Task: For the entries below, print exactly the lines between the line holding "translate:-50% -50%; white-space:nowrap;" and the line holding "font-size:18px; color:#222; font-weight:700", inclusive, and nothing else.
━━━━━━━━━━━━━━━━
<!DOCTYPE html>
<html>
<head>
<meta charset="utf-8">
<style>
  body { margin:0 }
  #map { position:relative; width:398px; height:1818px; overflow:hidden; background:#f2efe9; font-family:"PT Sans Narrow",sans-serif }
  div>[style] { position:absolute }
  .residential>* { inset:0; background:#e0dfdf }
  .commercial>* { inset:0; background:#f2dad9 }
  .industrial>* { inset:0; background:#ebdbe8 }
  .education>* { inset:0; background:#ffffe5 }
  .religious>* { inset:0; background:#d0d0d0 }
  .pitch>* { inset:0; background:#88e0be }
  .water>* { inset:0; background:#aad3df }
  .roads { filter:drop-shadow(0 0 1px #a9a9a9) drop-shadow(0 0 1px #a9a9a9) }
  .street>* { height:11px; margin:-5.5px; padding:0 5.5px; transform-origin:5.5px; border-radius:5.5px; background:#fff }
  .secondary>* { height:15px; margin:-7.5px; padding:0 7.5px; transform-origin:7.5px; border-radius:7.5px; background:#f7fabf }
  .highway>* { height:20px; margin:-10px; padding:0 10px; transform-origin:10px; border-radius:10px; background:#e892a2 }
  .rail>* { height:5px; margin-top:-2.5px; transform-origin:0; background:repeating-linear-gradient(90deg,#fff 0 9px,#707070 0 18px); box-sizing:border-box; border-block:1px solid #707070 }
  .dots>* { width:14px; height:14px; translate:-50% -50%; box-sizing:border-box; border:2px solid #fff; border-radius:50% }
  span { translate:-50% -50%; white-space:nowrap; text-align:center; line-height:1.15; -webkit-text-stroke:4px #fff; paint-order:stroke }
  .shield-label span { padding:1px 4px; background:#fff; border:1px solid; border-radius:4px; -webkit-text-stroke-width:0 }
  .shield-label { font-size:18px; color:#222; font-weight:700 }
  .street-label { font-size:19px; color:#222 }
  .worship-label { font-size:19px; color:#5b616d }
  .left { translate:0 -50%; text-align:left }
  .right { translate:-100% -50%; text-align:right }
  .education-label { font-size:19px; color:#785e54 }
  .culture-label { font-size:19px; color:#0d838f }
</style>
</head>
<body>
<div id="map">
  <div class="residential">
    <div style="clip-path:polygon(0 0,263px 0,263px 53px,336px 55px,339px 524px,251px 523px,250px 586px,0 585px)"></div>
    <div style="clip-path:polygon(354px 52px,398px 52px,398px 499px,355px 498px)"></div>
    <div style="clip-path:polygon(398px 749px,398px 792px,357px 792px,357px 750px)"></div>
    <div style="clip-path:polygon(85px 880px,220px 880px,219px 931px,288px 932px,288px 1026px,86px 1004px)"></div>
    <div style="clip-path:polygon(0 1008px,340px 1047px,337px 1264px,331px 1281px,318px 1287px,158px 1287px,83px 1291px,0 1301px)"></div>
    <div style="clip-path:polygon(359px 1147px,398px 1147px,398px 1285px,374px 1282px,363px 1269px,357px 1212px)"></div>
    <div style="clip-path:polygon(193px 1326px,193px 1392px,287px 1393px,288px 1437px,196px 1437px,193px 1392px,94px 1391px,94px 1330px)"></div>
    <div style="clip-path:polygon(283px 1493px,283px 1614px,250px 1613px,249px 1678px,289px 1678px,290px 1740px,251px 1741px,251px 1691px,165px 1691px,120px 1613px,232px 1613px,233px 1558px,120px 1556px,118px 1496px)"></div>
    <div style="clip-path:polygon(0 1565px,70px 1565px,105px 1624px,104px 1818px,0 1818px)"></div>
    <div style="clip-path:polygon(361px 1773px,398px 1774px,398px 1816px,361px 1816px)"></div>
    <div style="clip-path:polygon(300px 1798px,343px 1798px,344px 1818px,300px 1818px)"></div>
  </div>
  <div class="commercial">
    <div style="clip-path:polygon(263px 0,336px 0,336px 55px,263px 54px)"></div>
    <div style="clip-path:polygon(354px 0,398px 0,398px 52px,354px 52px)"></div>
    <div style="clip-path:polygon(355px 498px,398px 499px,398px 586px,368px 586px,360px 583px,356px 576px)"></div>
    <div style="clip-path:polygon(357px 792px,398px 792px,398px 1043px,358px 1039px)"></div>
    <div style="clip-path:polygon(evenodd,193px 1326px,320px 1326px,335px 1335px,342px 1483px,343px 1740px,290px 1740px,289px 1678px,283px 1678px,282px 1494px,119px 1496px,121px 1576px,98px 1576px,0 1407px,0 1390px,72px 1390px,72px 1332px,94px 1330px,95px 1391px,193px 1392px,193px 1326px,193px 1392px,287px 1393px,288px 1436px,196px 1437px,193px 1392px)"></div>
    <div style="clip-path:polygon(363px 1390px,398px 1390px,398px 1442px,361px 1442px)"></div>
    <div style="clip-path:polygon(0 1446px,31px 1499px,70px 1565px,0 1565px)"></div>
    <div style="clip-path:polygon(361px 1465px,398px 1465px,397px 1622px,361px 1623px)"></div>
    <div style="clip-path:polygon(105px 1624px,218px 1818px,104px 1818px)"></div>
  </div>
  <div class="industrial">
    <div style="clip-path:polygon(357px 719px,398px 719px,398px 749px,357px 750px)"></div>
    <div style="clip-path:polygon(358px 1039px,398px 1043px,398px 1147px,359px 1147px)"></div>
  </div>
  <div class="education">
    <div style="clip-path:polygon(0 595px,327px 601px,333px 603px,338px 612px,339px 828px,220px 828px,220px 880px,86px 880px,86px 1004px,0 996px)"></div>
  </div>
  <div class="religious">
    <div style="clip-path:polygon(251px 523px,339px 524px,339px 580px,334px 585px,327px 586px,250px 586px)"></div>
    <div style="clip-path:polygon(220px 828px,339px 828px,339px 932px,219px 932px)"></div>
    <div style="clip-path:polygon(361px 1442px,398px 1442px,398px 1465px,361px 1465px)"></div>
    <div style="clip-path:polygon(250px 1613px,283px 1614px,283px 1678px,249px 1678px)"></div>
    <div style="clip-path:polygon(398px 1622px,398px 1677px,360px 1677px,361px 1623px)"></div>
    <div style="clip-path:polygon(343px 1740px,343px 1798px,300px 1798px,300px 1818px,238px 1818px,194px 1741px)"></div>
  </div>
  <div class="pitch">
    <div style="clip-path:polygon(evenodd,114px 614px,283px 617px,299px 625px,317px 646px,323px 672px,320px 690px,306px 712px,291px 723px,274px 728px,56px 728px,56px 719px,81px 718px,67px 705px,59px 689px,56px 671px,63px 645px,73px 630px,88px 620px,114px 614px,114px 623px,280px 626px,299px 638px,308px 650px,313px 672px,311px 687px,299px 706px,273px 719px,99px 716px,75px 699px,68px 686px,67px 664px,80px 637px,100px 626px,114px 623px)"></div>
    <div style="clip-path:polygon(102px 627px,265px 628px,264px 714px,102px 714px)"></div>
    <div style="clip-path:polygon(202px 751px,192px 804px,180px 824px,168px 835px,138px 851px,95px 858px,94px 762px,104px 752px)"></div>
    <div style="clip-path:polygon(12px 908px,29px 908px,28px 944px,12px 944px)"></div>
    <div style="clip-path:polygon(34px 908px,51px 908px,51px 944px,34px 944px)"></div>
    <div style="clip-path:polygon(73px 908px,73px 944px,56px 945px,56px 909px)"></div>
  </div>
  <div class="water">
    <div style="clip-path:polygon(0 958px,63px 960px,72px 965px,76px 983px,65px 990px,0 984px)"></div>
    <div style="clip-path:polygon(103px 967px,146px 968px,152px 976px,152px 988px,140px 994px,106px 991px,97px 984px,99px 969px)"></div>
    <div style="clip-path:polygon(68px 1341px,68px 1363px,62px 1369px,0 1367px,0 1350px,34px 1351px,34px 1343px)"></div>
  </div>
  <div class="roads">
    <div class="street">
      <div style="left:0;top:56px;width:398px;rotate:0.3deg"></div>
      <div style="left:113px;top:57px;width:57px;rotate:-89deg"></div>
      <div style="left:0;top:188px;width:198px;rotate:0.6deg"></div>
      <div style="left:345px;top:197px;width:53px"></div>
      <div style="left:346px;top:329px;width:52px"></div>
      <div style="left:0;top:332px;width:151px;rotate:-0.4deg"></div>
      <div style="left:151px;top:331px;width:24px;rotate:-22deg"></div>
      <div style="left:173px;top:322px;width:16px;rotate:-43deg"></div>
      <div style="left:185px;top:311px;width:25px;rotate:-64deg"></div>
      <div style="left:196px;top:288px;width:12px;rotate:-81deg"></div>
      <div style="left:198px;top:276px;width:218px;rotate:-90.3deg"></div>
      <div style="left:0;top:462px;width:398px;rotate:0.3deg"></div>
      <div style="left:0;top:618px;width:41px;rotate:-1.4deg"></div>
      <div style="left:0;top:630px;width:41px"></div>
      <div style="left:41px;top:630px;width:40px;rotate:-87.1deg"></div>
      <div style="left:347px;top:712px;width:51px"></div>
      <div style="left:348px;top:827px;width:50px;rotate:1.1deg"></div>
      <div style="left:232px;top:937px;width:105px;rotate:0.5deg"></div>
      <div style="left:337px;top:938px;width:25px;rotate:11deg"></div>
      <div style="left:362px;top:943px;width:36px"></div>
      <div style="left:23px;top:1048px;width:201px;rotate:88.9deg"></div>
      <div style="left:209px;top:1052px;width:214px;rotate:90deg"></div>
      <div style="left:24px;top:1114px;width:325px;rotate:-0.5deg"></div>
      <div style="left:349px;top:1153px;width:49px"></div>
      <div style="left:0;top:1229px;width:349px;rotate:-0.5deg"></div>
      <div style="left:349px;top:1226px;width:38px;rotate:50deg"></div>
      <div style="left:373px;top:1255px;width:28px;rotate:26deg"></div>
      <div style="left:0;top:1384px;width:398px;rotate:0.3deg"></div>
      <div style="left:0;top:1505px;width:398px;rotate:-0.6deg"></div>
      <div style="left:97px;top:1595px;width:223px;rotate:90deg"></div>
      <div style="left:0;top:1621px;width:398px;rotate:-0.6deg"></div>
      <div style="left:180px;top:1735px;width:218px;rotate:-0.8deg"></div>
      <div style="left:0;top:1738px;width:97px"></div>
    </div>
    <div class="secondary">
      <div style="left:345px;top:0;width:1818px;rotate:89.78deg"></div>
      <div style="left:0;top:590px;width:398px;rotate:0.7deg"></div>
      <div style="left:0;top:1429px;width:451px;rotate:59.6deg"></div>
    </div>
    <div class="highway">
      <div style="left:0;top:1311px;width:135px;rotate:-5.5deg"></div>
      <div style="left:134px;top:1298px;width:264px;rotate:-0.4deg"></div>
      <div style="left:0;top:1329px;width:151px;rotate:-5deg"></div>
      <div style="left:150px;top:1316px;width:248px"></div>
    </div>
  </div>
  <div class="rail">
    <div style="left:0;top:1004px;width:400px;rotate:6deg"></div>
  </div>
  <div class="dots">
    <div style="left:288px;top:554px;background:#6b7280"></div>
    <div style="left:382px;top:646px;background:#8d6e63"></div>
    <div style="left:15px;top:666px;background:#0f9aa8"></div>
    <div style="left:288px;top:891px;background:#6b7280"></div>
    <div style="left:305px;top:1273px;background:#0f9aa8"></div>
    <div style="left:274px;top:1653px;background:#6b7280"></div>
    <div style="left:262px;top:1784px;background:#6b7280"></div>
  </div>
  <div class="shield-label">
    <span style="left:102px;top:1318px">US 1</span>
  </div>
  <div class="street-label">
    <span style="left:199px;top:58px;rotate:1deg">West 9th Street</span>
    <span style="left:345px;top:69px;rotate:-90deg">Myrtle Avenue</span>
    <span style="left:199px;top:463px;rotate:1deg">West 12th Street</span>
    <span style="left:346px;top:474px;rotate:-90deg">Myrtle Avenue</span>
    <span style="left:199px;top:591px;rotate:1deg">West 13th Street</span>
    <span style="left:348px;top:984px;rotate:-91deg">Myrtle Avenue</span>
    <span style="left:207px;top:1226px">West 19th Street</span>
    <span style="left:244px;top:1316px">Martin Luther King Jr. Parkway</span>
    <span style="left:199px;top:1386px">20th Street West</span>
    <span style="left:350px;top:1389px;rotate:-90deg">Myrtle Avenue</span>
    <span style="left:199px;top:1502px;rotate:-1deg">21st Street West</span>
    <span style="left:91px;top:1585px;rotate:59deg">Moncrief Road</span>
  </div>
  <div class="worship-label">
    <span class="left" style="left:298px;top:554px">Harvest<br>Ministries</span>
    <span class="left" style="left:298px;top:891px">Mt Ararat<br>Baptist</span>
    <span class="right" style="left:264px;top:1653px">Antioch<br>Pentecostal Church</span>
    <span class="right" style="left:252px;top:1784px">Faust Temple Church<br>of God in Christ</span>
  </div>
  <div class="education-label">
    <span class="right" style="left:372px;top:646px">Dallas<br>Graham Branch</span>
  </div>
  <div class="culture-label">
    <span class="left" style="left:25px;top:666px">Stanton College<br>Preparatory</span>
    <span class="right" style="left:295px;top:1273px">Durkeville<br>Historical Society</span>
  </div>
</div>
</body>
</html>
━━━━━━━━━━━━━━━━
Result of the exercise:
  span { translate:-50% -50%; white-space:nowrap; text-align:center; line-height:1.15; -webkit-text-stroke:4px #fff; paint-order:stroke }
  .shield-label span { padding:1px 4px; background:#fff; border:1px solid; border-radius:4px; -webkit-text-stroke-width:0 }
  .shield-label { font-size:18px; color:#222; font-weight:700 }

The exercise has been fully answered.